Exact duplicates of the lines from the top of the data through the line containing "position:relative; flex:1; overflow:hidden" are needed, with every picture left out.

[Stored items]
== Segment start ==
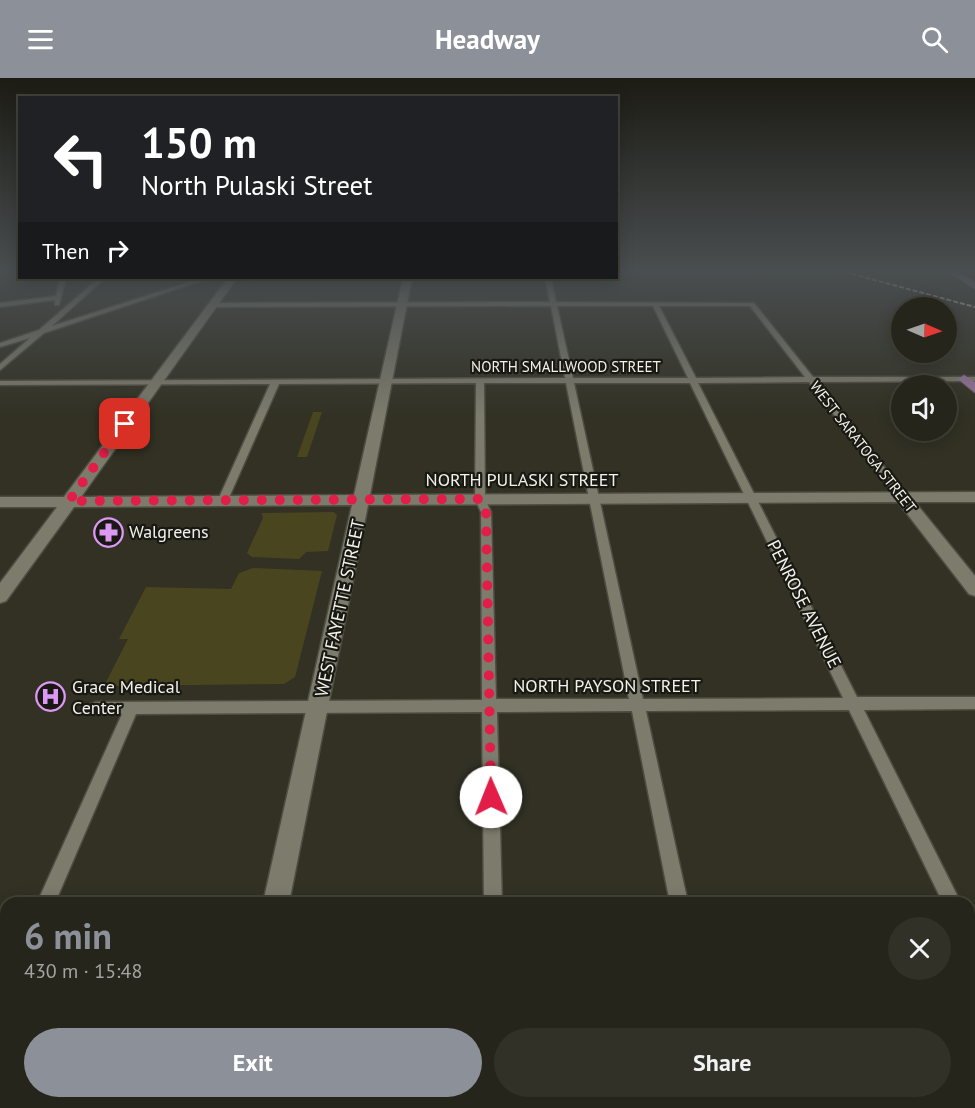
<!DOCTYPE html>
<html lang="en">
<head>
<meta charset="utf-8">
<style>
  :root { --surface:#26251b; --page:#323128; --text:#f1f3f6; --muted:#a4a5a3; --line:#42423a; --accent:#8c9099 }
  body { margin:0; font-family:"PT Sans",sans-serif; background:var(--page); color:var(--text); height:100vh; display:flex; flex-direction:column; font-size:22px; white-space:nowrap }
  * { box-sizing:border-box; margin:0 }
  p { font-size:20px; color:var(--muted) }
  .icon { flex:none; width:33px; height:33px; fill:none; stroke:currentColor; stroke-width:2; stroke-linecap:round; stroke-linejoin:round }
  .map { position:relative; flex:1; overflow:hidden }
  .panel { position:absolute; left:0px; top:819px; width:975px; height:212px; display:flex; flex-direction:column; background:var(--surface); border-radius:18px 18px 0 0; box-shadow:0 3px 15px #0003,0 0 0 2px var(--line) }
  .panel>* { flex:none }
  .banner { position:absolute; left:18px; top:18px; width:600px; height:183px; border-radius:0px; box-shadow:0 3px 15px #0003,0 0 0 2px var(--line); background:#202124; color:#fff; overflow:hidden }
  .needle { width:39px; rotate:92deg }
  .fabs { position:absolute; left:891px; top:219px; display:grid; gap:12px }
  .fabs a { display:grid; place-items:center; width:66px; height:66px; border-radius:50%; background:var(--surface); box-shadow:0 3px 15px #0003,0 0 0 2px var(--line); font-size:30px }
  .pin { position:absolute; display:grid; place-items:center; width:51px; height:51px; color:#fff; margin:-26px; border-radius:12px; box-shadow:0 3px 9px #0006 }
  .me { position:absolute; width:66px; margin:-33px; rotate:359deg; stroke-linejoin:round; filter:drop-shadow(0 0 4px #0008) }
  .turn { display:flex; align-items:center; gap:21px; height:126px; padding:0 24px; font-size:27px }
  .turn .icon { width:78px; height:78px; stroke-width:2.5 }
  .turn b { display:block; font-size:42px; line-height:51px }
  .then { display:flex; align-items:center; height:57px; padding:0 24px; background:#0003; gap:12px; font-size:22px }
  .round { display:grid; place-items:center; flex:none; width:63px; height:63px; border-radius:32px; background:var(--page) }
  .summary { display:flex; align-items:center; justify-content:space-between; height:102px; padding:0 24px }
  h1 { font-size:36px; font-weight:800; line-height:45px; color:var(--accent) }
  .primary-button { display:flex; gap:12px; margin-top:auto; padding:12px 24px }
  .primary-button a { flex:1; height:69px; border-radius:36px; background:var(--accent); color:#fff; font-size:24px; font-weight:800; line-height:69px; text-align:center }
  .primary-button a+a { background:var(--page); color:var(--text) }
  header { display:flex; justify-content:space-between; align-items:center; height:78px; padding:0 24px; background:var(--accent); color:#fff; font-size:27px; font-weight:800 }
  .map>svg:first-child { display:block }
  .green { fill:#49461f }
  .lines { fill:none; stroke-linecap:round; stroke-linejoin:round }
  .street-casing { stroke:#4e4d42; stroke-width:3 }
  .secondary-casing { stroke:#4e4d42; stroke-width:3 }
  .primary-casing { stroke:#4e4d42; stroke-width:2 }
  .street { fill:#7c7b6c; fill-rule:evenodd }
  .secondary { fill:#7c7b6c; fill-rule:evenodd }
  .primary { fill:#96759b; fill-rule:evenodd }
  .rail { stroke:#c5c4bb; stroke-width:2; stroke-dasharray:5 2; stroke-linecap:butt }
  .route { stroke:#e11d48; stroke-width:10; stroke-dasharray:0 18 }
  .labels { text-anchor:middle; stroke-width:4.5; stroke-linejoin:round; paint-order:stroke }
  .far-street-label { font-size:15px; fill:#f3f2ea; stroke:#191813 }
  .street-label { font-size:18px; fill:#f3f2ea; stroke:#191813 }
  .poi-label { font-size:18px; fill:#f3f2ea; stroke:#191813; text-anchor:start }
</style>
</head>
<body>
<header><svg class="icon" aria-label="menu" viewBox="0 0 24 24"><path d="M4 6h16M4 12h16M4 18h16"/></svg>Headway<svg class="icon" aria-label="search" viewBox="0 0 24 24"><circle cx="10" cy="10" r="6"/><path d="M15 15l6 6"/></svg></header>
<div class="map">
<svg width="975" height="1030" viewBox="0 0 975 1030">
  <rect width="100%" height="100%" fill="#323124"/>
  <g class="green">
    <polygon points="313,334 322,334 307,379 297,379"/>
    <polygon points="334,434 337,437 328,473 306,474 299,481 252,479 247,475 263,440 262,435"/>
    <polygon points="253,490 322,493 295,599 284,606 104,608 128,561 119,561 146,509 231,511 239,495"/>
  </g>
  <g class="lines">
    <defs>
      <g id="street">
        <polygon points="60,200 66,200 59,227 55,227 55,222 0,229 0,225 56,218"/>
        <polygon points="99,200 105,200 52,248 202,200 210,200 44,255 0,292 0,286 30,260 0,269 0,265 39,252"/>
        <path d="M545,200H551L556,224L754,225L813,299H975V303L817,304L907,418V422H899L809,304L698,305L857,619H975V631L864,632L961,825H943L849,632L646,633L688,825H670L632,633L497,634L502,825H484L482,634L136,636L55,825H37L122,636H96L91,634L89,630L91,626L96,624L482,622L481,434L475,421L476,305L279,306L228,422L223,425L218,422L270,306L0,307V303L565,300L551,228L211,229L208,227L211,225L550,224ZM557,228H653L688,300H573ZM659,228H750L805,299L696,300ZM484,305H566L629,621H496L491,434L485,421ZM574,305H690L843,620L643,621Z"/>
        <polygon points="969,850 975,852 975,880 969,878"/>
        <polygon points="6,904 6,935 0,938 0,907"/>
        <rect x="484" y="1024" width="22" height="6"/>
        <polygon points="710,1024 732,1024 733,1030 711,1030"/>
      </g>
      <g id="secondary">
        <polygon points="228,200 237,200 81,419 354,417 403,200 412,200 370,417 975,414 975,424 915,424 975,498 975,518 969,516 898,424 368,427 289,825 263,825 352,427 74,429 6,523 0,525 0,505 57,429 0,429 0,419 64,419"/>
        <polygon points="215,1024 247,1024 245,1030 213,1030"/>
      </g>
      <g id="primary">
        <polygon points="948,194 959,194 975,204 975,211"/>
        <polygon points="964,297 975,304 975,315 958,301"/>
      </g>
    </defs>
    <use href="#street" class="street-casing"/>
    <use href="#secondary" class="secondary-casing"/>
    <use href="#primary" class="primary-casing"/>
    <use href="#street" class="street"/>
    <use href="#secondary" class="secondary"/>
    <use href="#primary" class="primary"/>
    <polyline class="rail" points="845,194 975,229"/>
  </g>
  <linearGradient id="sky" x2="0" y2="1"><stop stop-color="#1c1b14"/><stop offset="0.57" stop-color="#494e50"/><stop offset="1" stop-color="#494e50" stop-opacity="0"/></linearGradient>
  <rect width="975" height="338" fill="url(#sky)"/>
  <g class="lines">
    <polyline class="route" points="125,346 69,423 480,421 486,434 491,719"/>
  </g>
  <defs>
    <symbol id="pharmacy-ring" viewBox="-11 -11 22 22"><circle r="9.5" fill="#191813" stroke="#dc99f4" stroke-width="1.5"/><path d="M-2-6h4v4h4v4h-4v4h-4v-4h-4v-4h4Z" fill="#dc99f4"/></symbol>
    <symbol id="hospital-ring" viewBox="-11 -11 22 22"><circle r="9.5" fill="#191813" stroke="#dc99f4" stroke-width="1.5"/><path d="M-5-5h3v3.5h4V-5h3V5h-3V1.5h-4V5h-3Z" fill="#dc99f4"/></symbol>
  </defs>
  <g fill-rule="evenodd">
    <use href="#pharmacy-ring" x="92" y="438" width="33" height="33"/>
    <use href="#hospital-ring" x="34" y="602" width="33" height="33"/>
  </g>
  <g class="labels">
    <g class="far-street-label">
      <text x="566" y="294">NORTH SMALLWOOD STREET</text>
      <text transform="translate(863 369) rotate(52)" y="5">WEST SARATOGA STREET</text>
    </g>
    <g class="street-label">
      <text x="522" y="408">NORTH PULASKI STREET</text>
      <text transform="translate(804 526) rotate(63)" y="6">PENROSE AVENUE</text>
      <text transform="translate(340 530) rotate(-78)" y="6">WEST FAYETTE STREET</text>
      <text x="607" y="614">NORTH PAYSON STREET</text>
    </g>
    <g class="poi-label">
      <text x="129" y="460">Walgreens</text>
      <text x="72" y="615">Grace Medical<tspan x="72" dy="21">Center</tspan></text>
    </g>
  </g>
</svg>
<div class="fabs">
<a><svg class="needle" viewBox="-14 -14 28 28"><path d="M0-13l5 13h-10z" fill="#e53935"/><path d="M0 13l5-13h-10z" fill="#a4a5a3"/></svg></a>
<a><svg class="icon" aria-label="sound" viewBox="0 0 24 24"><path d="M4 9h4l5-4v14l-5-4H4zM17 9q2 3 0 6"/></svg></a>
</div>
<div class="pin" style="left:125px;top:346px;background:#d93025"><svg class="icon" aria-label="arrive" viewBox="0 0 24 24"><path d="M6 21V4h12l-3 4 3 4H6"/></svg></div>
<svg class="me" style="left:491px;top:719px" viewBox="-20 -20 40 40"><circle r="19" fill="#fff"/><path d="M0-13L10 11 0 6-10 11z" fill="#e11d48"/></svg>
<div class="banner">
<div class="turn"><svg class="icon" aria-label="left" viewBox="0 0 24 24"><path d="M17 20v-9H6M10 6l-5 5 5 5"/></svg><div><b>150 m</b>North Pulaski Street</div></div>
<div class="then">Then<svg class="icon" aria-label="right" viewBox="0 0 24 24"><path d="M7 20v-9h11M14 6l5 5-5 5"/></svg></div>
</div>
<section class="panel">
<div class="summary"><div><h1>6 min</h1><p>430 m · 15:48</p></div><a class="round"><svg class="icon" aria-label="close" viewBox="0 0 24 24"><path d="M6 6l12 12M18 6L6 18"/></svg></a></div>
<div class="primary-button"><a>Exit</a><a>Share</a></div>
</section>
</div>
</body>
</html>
== Segment end ==
**Exercise output**
<!DOCTYPE html>
<html lang="en">
<head>
<meta charset="utf-8">
<style>
  :root { --surface:#26251b; --page:#323128; --text:#f1f3f6; --muted:#a4a5a3; --line:#42423a; --accent:#8c9099 }
  body { margin:0; font-family:"PT Sans",sans-serif; background:var(--page); color:var(--text); height:100vh; display:flex; flex-direction:column; font-size:22px; white-space:nowrap }
  * { box-sizing:border-box; margin:0 }
  p { font-size:20px; color:var(--muted) }
  .icon { flex:none; width:33px; height:33px; fill:none; stroke:currentColor; stroke-width:2; stroke-linecap:round; stroke-linejoin:round }
  .map { position:relative; flex:1; overflow:hidden }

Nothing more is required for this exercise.